De hecho, por una parte, los médicos se esforzaron por elevar el nivel científico de su profesión al comprometerse con una narrativa lineal donde la causa física y el efecto mental estaban vinculados a través del empleo de categorías psiquiátricas producidas en Europa; en particular, ideas relacionadas con la teoría de la degeneración, más tarde sustentada y a veces reclasificada por evidencias concretas de casos locales. El énfasis de los médicos en un “orden de argumentación”, que percibían como una réplica del “orden de las cosas”, sólo reforzó su fe en la naturaleza progresiva y ascendente de la sociedad revolucionaria. Los internos, por otra parte, traían consigo historias de sus vidas con los padecimientos. Organizadas en conjunción con los especialistas y dentro de los estrechos confines del cuestionario médico, estas historias de vida manifestaban el notable ímpetu de los internos por explicar por qué y cómo comenzaron y evolucionaron sus padecimientos.

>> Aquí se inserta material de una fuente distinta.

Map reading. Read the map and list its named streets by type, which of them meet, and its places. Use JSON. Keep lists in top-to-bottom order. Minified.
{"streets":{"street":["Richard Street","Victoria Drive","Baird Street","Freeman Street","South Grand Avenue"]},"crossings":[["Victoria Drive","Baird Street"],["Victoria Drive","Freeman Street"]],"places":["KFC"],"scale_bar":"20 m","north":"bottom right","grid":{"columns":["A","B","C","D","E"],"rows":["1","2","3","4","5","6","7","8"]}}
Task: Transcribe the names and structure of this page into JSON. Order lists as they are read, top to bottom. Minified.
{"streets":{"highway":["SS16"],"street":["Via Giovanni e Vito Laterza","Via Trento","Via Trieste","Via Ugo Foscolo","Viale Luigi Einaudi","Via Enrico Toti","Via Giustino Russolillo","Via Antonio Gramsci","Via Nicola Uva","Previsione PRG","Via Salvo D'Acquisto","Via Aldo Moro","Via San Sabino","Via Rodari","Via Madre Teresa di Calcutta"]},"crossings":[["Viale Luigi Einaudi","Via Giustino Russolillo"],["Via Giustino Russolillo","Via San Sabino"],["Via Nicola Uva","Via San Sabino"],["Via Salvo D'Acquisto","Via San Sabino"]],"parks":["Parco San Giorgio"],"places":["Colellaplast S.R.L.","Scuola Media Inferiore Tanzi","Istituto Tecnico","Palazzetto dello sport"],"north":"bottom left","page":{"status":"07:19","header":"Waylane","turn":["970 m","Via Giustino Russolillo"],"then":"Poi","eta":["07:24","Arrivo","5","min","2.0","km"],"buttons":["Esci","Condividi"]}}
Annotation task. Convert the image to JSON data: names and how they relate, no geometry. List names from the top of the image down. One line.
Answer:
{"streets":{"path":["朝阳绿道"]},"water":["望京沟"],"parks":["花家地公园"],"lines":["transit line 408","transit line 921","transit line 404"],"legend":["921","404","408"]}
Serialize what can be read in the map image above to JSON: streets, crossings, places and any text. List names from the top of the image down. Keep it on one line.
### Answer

Si, como arguye la antropóloga Ruth Behar, tener una historia de vida por contar, y tener al mismo tiempo la disposición para contarla, implica de manera implícita “el hecho de renombrar y rehacer el mundo en el cual nacieron”; ese ímpetu era difícilmente insustancial o vago.13 Como Behar también descubrió cuando investigó la biografía de cierta vendedora ambulante, Esperanza, los recursos retóricos y los libretos empleados para organizar una historia de vida varían con el tiempo, a través de las culturas y entre géneros. De hecho, Esperanza contó su historia dividida en tres etapas, que correspondían a los títulos respectivos de sufrimiento, ira y redención, las cuales ilustró a través de ricas viñetas, por lo regular en formato de diálogo.

A pesar de que los internos del hospital psiquiátrico no disfrutaron de ninguna manera del flexible arreglo con el cual Esperanza reconstruyó su vida, ellos también organizaron sus historias de vida de acuerdo con recursos que, con más frecuencia que sin ésta, contradecían las ideas de los médicos respecto de lo que es una vida y cómo dicha vida debe ser contada. En lugar de emplear una lógica de logro que pudiera replicar la aparente inevitabilidad del progreso, los internos enfatizaban, de forma muy elocuente, ejemplos de sufrimiento físico y espiritual en libretos fragmentados, dominados por el deterioro. A pesar de que los sucesos reales variaban en gran medida, la mayoría de los internos situaban el sufrimiento al inicio de sus vidas: un hogar roto, la pobreza rampante, el alcoholismo, la violencia doméstica y, en especial entre las mujeres, el abuso sexual.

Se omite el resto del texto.